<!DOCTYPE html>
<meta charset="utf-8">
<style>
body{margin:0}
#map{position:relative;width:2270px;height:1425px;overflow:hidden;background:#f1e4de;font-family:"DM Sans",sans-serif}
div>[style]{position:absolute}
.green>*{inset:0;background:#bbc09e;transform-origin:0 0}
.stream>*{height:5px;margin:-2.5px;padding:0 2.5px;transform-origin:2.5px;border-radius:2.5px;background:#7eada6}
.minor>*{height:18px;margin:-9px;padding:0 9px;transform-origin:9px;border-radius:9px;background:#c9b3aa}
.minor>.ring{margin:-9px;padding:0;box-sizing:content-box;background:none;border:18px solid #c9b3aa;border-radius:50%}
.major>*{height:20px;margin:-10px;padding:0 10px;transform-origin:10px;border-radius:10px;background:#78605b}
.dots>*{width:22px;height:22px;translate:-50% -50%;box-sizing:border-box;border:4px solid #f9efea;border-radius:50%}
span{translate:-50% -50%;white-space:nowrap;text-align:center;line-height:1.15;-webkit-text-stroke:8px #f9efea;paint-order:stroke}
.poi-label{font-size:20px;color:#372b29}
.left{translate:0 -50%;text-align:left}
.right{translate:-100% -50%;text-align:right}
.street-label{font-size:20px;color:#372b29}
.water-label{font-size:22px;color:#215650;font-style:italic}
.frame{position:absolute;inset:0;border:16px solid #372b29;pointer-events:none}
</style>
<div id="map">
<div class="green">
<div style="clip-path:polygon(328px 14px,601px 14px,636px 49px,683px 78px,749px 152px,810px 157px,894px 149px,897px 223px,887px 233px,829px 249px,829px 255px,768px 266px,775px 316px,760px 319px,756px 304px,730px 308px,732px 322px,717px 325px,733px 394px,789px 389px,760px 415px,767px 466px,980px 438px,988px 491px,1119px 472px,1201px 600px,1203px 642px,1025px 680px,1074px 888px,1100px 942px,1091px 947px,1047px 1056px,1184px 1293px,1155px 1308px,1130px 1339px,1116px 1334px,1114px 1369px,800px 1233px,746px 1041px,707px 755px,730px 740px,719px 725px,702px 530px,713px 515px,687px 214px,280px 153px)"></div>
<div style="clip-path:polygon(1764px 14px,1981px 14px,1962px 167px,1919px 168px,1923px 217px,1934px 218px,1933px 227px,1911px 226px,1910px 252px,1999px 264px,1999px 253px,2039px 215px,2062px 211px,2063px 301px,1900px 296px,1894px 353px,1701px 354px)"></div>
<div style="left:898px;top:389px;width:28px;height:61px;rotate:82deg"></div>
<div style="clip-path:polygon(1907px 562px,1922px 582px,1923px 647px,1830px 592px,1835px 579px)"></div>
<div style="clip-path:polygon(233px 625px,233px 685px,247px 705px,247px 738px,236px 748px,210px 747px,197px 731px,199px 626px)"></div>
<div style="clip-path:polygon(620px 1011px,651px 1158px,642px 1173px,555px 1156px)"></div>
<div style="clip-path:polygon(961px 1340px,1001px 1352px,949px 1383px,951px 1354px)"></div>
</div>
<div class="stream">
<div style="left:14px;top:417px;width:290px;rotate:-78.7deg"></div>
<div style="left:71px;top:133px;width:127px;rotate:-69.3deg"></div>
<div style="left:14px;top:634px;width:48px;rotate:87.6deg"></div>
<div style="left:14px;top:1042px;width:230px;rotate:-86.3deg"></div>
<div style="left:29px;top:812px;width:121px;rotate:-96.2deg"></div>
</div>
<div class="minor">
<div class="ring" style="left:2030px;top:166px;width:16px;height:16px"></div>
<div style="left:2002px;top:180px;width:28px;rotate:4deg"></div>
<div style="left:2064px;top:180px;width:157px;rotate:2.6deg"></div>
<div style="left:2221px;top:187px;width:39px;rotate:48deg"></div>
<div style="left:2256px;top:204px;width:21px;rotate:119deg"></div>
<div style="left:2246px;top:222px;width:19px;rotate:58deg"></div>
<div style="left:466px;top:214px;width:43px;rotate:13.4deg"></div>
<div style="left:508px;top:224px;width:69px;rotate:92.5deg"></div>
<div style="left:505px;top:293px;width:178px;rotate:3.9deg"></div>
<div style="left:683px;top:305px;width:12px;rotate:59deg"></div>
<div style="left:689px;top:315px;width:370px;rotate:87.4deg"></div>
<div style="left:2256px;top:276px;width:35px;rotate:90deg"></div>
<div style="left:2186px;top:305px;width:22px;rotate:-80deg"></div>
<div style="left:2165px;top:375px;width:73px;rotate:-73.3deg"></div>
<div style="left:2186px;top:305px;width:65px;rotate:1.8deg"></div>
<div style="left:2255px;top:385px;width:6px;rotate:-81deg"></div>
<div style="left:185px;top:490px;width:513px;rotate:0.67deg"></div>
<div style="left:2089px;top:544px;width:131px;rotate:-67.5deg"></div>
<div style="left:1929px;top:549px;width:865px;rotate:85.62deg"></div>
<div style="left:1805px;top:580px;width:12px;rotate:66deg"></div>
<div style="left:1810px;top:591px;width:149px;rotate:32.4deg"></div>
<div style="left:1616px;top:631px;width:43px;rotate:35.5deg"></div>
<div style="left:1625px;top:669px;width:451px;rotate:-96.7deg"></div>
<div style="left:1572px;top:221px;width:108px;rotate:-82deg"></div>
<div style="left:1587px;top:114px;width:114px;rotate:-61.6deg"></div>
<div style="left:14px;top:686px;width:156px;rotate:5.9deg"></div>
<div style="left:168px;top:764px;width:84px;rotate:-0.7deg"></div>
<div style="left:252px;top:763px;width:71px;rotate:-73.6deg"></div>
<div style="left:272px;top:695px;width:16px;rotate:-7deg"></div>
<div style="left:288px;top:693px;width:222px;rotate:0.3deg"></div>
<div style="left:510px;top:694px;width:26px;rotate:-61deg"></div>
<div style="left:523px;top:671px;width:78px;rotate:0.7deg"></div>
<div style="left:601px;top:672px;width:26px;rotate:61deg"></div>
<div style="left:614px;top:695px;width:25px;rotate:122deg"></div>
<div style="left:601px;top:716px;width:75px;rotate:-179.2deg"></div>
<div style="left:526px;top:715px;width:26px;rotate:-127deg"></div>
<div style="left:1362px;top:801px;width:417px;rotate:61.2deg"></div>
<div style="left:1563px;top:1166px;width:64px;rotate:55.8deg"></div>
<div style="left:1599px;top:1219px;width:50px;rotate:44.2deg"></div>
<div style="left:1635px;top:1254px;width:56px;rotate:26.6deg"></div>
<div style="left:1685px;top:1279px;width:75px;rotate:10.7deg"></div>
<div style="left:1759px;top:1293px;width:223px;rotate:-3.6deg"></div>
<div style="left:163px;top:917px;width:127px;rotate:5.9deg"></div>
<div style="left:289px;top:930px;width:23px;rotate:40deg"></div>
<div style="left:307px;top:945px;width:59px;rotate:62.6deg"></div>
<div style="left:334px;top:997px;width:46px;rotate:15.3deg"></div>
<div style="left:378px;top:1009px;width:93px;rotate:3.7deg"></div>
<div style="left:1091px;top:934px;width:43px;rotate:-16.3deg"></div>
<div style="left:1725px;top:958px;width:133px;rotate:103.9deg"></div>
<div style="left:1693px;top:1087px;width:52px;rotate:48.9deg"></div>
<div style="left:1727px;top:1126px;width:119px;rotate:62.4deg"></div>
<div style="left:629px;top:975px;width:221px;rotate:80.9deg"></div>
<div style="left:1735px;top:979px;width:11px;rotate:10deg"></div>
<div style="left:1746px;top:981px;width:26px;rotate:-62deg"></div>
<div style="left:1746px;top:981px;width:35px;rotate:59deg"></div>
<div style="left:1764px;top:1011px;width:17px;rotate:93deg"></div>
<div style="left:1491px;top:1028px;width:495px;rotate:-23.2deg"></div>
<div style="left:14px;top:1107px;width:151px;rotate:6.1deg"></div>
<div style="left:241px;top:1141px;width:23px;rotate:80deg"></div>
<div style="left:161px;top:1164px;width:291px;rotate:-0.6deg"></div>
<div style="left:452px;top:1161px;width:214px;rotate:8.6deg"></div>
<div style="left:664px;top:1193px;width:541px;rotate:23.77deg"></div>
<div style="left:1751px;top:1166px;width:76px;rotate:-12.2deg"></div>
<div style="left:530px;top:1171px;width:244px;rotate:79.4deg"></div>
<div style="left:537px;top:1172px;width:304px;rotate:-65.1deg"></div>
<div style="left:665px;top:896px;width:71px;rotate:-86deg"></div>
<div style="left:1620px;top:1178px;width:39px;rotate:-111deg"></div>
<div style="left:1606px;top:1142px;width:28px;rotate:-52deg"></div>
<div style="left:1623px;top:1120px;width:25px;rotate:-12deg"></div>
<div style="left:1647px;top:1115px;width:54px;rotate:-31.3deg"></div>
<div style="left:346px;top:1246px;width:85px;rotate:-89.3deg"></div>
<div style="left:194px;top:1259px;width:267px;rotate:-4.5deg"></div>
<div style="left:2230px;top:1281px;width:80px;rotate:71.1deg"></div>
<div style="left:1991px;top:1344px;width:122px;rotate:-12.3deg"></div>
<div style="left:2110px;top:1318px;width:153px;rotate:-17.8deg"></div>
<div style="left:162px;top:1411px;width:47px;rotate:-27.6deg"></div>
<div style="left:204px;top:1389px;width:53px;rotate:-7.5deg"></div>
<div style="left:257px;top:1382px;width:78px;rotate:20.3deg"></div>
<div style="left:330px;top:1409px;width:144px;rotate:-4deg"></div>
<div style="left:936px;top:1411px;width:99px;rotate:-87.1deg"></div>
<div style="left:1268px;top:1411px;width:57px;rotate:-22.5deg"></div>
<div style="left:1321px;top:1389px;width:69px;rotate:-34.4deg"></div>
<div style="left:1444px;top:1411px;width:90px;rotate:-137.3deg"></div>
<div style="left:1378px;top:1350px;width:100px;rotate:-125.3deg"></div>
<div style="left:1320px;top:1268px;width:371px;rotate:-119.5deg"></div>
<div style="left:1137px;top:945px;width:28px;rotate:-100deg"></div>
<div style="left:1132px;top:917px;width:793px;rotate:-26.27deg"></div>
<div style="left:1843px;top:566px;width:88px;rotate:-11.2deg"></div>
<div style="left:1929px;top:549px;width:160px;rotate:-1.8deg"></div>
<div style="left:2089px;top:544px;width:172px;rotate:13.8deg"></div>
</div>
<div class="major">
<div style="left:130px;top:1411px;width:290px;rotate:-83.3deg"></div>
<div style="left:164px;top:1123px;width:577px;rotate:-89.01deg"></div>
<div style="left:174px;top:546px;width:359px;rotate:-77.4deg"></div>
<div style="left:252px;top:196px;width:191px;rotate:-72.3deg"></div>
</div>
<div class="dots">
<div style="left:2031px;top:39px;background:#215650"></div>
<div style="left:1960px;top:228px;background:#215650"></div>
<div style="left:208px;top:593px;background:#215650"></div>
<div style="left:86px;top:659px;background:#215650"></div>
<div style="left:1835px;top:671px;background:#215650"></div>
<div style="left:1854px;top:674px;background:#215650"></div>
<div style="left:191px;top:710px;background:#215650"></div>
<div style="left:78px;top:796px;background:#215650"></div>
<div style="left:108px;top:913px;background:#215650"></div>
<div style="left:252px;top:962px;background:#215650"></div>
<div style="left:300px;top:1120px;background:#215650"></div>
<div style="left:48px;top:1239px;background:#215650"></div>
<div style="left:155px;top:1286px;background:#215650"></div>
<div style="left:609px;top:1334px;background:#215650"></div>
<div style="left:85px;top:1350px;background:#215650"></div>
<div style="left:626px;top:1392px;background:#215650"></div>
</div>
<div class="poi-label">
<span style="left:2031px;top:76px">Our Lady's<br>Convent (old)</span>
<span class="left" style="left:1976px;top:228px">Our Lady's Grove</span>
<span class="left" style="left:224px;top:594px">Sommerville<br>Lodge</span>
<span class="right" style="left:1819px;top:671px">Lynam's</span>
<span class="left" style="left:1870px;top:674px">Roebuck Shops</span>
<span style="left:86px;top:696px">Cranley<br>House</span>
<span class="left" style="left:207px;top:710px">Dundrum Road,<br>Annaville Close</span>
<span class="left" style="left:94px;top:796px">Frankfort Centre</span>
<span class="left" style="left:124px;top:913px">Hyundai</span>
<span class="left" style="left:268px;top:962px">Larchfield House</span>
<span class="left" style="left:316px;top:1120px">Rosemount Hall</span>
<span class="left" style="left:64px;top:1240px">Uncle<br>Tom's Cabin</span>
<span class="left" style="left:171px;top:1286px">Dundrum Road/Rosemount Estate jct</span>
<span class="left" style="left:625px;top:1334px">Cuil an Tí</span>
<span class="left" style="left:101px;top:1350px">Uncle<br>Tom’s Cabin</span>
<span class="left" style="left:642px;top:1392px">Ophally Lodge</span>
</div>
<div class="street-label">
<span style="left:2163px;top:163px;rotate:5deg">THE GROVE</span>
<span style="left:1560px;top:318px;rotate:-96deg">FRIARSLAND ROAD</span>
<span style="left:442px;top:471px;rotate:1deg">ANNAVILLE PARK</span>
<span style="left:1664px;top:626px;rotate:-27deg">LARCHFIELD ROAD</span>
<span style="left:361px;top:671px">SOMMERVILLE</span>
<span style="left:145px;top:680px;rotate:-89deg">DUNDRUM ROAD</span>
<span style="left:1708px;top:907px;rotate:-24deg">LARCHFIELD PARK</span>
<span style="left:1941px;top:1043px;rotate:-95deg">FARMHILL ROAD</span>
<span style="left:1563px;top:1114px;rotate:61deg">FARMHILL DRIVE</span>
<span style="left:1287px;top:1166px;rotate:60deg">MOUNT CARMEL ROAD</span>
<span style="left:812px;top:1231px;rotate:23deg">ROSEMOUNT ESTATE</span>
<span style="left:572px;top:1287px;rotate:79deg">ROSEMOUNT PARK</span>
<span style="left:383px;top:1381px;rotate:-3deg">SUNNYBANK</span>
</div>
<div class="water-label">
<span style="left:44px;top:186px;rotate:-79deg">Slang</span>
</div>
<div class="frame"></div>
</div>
________________________________________
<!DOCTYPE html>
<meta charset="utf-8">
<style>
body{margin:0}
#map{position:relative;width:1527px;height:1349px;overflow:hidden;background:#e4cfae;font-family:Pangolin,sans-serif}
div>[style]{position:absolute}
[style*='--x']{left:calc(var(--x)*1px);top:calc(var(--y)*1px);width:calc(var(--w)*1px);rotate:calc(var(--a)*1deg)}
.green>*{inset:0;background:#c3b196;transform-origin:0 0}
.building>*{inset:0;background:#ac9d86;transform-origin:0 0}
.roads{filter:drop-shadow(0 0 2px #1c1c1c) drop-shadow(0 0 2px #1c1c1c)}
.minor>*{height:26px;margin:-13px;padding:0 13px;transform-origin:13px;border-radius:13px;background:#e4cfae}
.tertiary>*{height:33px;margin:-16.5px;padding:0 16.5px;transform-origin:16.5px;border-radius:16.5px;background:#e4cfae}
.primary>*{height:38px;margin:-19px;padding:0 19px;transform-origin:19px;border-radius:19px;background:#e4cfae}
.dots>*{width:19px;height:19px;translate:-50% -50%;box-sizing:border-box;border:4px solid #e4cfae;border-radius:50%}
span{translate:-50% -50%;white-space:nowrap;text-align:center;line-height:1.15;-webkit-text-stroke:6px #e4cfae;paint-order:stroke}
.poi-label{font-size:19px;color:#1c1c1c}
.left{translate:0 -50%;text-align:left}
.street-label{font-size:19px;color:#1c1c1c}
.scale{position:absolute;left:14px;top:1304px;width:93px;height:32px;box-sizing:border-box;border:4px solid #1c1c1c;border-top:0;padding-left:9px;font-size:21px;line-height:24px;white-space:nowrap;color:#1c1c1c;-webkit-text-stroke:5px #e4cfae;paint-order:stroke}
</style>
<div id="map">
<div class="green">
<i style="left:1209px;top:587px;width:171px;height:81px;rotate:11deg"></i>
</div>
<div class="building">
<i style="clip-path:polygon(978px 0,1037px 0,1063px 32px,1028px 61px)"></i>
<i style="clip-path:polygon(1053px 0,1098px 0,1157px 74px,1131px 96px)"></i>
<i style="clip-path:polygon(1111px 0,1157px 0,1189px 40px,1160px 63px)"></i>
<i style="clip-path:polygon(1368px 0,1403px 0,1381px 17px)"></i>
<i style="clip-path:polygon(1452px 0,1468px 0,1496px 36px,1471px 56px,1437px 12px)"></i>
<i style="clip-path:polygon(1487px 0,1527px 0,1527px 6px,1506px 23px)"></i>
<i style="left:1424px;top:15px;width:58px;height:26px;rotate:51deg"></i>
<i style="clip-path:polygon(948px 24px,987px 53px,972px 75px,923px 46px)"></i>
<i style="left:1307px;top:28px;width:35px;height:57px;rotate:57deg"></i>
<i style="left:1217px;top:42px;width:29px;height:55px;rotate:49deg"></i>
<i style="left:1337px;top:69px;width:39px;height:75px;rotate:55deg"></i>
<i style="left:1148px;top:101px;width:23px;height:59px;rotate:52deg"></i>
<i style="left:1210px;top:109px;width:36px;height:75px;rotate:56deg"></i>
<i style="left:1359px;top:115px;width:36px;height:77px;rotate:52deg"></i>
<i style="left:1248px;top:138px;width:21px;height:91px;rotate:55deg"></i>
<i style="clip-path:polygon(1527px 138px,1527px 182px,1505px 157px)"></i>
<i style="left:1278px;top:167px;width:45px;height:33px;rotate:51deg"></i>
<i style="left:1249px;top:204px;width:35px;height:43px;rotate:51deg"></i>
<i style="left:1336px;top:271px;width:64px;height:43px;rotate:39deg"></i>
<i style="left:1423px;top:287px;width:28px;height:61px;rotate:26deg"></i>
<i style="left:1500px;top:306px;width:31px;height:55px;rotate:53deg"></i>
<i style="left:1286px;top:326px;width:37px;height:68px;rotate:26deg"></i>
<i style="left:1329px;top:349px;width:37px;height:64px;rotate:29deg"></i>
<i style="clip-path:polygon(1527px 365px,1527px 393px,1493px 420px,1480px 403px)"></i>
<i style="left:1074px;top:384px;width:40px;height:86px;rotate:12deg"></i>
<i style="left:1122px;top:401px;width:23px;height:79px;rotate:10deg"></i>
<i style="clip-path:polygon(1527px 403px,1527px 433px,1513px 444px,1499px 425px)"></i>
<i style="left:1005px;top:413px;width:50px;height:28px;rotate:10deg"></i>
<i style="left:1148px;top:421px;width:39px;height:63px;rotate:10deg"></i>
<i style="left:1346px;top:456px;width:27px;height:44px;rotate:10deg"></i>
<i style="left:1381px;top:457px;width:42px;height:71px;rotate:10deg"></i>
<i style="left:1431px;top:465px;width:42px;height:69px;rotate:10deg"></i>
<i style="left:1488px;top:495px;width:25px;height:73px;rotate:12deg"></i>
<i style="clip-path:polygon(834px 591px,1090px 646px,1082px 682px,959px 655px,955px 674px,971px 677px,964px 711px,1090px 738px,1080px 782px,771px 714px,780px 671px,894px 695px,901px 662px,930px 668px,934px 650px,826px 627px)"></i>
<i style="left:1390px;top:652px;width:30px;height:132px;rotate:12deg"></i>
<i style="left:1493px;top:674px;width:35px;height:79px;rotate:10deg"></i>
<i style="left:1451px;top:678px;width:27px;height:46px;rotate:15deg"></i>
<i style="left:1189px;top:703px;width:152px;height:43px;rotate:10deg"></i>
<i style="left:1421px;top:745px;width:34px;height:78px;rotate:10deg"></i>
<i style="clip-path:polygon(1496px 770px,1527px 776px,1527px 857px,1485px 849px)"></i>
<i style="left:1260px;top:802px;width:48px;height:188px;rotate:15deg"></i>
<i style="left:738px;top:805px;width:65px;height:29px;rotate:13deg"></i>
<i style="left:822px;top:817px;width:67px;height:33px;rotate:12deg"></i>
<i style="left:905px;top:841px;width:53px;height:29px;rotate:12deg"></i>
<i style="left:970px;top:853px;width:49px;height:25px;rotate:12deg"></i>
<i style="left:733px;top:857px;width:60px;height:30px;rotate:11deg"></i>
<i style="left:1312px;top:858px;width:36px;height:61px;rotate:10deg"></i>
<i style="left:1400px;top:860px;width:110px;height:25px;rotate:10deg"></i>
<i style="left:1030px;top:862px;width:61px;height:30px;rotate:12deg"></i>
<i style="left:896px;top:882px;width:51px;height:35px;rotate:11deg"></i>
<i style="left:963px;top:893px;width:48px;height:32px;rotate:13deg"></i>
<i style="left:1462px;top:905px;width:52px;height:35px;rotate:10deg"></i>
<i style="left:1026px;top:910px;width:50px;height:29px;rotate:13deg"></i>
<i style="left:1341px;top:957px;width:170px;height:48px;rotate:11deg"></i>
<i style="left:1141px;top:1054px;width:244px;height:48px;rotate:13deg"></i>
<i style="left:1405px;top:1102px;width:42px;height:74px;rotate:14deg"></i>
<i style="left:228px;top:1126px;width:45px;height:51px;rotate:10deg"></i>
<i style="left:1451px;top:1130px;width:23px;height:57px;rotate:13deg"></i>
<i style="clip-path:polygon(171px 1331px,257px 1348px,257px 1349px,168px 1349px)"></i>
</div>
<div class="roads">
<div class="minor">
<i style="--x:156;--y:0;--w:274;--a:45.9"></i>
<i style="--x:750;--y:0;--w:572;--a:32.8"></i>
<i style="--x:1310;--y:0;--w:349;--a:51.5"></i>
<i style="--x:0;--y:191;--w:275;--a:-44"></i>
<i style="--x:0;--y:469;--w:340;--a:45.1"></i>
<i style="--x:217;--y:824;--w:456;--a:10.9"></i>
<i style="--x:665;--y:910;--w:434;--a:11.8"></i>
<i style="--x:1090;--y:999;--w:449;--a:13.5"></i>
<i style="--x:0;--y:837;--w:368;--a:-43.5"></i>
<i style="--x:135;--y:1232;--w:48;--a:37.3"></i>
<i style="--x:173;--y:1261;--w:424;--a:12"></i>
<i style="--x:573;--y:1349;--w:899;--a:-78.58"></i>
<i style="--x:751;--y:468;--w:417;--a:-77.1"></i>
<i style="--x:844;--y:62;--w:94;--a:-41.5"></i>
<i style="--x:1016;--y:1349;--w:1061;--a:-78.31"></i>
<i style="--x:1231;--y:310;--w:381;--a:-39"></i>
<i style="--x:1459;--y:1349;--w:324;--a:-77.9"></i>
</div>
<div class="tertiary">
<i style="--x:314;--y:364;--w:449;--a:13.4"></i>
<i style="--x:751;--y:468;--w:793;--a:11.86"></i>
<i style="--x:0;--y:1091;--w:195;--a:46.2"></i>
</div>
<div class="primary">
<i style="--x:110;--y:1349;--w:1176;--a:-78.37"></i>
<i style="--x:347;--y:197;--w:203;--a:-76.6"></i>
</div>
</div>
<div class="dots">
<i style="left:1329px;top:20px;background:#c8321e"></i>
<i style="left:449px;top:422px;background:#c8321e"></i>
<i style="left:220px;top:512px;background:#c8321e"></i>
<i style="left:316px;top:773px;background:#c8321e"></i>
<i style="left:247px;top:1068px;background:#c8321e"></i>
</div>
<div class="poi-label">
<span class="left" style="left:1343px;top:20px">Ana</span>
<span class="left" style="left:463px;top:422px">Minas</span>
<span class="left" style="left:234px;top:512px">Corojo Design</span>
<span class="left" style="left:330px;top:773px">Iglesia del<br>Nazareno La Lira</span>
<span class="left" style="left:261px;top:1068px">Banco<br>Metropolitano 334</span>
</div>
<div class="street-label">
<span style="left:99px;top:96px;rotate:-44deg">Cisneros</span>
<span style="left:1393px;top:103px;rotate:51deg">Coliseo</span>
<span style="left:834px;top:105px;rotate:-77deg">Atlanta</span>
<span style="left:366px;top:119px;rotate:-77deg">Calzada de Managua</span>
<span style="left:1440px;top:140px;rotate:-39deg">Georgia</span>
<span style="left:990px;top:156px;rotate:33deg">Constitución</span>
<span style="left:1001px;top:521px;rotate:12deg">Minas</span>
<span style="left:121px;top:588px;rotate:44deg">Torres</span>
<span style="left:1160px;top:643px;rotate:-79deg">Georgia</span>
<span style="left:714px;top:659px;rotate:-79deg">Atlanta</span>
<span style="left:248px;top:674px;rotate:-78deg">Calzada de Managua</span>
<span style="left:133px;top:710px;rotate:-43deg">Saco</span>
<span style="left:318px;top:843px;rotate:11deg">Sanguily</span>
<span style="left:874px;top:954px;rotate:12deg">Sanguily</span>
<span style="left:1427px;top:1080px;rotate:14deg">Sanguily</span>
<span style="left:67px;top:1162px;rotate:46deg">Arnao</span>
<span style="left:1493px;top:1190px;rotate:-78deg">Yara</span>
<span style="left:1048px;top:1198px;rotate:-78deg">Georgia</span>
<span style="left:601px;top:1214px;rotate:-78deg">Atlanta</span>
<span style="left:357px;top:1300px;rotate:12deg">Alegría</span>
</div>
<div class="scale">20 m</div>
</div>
________________________________________
▸ Problem requirements:
From the material above, gather all lines that include the string "sans" and copy them.

▸ Response:
#map{position:relative;width:2270px;height:1425px;overflow:hidden;background:#f1e4de;font-family:"DM Sans",sans-serif}
#map{position:relative;width:1527px;height:1349px;overflow:hidden;background:#e4cfae;font-family:Pangolin,sans-serif}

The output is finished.